Azan Ashar berkumandang. Ia bangkit. Harus segera
turun sebelum orang mulai banyak. Ia
harus buang air kecil dan ambil wudlu. Ia turun
menuju kamar kecil. Benar. Orang mulai banyak.
Belasan kamar kecil tertutup. Untung masih ada satu
yang terbuka. Kosong. Ia masuk. Ia tutup
pintunya. Di pintu ia temukan tas hitam kumal
tergantung.
“Ada yang lupa membawa barangnya.” Gumamnya.

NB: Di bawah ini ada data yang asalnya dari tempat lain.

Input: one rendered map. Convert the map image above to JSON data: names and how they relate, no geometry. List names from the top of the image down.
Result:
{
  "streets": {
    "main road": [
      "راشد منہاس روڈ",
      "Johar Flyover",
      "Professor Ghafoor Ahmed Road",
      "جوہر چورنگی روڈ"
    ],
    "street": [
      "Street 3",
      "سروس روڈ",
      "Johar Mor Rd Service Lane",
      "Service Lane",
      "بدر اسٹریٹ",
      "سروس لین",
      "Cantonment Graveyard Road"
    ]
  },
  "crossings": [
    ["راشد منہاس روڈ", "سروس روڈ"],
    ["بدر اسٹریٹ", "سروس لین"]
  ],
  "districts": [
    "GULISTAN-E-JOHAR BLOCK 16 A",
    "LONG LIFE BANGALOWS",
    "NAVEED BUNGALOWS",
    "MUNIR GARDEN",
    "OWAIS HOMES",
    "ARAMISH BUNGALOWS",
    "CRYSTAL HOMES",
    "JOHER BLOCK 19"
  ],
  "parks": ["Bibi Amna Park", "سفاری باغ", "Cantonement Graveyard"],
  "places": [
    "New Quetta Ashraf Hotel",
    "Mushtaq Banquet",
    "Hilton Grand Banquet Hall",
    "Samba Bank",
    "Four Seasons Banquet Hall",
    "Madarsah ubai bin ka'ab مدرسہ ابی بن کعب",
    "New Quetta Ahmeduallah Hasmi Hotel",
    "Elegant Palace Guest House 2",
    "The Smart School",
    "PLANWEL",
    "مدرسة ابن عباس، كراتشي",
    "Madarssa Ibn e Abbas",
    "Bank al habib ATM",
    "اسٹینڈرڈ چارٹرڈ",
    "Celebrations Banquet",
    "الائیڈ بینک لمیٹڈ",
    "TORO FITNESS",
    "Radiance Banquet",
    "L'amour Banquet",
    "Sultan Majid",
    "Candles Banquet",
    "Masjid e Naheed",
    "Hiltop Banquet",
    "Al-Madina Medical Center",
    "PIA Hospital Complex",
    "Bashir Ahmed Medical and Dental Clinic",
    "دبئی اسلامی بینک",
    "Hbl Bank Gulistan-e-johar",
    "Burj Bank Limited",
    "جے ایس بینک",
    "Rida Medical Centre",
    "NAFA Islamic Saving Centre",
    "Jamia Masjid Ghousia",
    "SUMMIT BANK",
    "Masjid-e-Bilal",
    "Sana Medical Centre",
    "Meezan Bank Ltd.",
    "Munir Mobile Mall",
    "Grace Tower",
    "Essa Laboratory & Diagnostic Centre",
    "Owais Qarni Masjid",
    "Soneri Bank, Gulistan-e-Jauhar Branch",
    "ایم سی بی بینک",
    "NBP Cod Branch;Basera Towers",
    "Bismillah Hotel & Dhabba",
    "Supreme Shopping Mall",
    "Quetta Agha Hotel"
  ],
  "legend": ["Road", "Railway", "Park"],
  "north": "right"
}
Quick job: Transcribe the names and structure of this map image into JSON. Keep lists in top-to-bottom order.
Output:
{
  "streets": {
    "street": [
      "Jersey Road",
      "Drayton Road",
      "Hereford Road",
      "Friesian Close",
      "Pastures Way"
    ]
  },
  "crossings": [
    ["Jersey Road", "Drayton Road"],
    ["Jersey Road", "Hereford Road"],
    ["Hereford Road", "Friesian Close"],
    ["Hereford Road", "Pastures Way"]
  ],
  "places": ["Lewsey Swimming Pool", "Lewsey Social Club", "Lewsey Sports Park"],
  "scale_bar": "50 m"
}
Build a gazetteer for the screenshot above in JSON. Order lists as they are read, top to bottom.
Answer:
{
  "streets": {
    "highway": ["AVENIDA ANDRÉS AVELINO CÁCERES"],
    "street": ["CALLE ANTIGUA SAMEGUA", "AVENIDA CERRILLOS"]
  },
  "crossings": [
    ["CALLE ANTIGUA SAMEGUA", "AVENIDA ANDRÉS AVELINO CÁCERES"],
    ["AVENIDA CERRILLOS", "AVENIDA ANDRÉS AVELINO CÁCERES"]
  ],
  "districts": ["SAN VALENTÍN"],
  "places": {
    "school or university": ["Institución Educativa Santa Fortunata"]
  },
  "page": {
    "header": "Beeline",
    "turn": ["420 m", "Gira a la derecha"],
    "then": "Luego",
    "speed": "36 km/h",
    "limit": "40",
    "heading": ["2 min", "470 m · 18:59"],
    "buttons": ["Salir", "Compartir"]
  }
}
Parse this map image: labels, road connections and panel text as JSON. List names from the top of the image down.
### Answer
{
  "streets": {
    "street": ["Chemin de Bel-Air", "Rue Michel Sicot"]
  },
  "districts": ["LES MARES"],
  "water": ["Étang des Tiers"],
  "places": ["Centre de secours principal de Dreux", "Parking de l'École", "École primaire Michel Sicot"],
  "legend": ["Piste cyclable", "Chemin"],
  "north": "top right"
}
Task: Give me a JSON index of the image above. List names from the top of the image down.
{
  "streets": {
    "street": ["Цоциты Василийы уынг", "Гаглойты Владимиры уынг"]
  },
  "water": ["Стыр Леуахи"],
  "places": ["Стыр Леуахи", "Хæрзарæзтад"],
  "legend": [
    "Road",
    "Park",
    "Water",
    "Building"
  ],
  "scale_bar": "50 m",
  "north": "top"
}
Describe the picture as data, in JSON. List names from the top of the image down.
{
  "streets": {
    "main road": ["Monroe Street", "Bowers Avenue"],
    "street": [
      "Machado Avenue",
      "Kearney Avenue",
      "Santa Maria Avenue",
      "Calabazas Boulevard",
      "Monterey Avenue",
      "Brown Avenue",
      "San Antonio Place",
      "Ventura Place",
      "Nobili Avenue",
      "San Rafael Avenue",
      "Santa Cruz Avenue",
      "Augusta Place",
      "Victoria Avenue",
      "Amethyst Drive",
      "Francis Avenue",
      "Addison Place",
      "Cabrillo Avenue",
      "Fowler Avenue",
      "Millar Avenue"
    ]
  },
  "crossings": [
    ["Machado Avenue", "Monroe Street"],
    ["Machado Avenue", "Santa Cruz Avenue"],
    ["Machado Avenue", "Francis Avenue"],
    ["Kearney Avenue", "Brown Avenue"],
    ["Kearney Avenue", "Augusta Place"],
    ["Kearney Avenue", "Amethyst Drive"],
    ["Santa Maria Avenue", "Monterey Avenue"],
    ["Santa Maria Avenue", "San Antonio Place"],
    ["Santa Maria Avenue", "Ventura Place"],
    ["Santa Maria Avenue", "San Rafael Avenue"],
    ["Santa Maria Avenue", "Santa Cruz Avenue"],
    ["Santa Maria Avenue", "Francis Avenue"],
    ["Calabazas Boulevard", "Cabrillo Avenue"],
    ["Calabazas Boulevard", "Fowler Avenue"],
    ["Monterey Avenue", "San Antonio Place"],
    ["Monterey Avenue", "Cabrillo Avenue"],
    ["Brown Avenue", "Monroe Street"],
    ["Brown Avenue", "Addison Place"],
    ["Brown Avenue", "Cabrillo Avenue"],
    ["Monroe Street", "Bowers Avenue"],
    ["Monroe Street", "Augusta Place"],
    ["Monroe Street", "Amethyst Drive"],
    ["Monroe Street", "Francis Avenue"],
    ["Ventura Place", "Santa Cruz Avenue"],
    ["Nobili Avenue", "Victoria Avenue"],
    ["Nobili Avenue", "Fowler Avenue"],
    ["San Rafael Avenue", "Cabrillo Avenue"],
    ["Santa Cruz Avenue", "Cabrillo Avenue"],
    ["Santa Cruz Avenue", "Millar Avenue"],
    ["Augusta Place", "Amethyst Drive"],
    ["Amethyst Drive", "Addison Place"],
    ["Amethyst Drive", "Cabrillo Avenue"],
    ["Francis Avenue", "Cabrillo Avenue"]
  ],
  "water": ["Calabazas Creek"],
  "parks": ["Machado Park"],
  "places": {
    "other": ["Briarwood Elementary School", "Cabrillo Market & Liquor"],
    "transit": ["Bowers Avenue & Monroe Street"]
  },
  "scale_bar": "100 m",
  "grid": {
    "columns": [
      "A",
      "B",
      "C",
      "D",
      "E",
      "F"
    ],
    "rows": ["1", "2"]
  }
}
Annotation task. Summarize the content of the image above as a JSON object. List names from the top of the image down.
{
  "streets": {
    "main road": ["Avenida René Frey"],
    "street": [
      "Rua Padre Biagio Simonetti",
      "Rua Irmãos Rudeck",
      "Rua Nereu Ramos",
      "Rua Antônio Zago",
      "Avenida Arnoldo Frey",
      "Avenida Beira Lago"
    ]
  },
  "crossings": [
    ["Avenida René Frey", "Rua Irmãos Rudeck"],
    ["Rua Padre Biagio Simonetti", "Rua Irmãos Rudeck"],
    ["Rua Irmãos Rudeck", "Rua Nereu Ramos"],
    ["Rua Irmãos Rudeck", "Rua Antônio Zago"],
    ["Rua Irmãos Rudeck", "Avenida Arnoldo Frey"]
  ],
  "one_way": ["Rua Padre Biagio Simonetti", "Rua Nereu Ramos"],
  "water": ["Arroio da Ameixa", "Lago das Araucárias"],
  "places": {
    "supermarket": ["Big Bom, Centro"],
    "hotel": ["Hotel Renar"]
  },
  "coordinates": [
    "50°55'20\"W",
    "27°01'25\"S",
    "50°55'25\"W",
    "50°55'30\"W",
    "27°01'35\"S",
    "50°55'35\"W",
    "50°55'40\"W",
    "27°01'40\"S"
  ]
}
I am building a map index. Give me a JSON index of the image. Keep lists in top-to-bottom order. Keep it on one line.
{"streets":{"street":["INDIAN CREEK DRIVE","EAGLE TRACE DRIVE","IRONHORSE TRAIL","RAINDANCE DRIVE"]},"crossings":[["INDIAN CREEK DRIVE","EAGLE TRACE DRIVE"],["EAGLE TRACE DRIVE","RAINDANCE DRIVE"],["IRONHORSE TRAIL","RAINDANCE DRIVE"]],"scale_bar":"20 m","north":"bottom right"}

Di mana-mana, di muka bumi ini, barang tertinggal
di kamr kecil sudah jamak dan biasa. Di
kamar kecil masjid Annur Abbasea ia pernah
menemukan kaca mata tertinggal. Di kamar kecil
masjid Sayyeda Zaenab ia pernah menemukan bungkusan
plastik hitam. Ternyata isinya dua kilo ikan tuna. Dan pemiliknya ternyata
seorang mahasiswa dari Indonesia yang baru saja belanja di pasar Sayyeda
Zaenab. Entah kenapa ia sering menemukan barang-barang yang tertingglal di
kamar kecil.
Ia ambil tas itu, lalu keluar dan berteriak ke arah
orang-orang yang sedang berwudlu, “Ada
yang merasa memiliki tas ini!”
Tak ada yang menjawab.
Sekali lagi ia berteriak, “Perhatian! Maaf, ada
yang merasa memiliki tas ini. Aku temukan
tergantung di kamar kecil nomor tiga belas.”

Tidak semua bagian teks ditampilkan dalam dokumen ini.